Funding by Adam and Matthew

1.Matthew and Adam have each contributed $325,025 to CDL’s operations over time.

2.While the amounts contributed by each of Adam and Matthew were recorded as shareholder advances, they were not repayable on demand. Both shareholders contributed equally with the expectation they would take funds out equally. They both viewed CDL as a business to support their long term future.

3.That is also how they treated the advances made to their other companies including Housing West Coast Limited. In that business they always mutually agreed the withdrawal of shareholder funds. This would be discussed with me when finalising the annual accounts.

4.I did not have any express discussions with either Matthew or Adam about the terms of the shareholder funding to CDL, however I understood it was on the same basis as for Housing West Coast Limited. CDL was additionally a passive business which held

commercial property for investment. It did not actually trade, unlike Housing West Coast.

5.In form, the advances to CDL were effectively a shareholder loan, and in substance could be treated like equity in that they were long term funding and requiring the agreement of both of them before the overall individual amounts could be reduced.

6.CDL’s financial accounts record the shareholder advances as a current liability. That is not uncommon within the accounting profession, where the advances are not recorded in any formal term-loan document. The advances were still, however, intended to be long term funding, but technically could be called up by the shareholders at short notice (hence why they are recorded as current liabilities). Any such call up would require the agreement of both Adam and Matthew in the case of CDL. That has not happened to my knowledge.

Adam’s withdrawal of the funds

7.Adam has not been involved in the day to day management of CDL for some time. Sometime in mid May 2021 he called me and said he wanted to withdraw his shareholder funding from CDL. I told him he could not do that without Matthew’s agreement and he would need to speak to Matthew about that. He asked me if I could do that as he and Matthew have not been speaking for some time. I said I would speak to Matthew as requested.

8.On 19 May 2021 he followed up with me and asked if I had looked into his current account yet.

9.I spoke to Matthew on Thursday 20 May 2021 about Adam’s request to withdraw his funding. Matthew said he would not agree to that.

10.Adam however withdrew the $300,000 from CDL’s account on Friday 21 May 2021 before I had responded to him.
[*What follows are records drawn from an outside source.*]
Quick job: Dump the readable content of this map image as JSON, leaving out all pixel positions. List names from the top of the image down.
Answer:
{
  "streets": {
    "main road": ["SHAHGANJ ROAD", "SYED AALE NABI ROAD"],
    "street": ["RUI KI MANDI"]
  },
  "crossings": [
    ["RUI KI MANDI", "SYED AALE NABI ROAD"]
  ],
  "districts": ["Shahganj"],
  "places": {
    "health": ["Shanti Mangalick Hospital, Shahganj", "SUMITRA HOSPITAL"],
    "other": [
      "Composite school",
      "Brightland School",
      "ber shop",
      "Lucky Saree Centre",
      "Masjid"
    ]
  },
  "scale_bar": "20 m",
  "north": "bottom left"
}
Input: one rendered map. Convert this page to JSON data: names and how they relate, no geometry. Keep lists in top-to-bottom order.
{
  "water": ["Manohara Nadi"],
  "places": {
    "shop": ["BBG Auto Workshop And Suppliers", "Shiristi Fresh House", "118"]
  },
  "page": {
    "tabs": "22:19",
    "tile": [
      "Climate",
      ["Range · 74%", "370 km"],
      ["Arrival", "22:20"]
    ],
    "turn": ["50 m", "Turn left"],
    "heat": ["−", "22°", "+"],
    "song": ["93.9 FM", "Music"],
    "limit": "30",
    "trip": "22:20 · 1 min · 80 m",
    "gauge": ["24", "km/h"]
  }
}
He texted me on 21 May 2021 at 1:38 p.m. to tell me he had withdrawn the funding.

[20]   So far as Adam’s removal as a director of CDL is concerned, on 14 June 2021 a shareholders’ resolution was passed resolving that Adam would be removed as a director. As I have noted, the total shareholding interest of Adam and his family in CDL was held then and remains now as to 49 per cent by his family trust and as to one per cent by himself personally. The trustees of his family trust, noted at the time as his mother and his stepfather, voted in favour of the shareholder resolution for his removal as a director of the company. Soon after that, presumably as the settlor of the family trust, Adam removed his mother and stepfather as trustees of that trust.

[21]   Finally, Matthew refers to certain other matters which occurred in June and July 2021 which he contends have relevance here. Their strict relevance is not entirely

clear at this point but simply for completeness, I note now the following matters advanced by Matthew which he suggests likely involved Adam:

(a)on 15/16 June 2021, the offices of G J Gardner in Greymouth were attacked overnight;

(b)later in June 2021, a G J Gardner utility vehicle had a rock thrown through its windscreen; and

(c)on 31 July 2021, Matthew says Adam chased him in his vehicle, ramming it at least twice.

[22]   Shortly will I turn to consider the issues for determination in this case which I outline at para [17] above. But first, as a preliminary matter, an evidence admissibility issue was raised at the outset by Mr Hughes. This is represented by a complaint from Adam that reply evidence provided by CDL is not strictly in reply, is not relevant and is prejudicial. In my view, there is little in these objections and this Court is concerned to ensure all relevant evidence is before it. I reject the contention that this reply evidence is objectionable and should be declared inadmissible.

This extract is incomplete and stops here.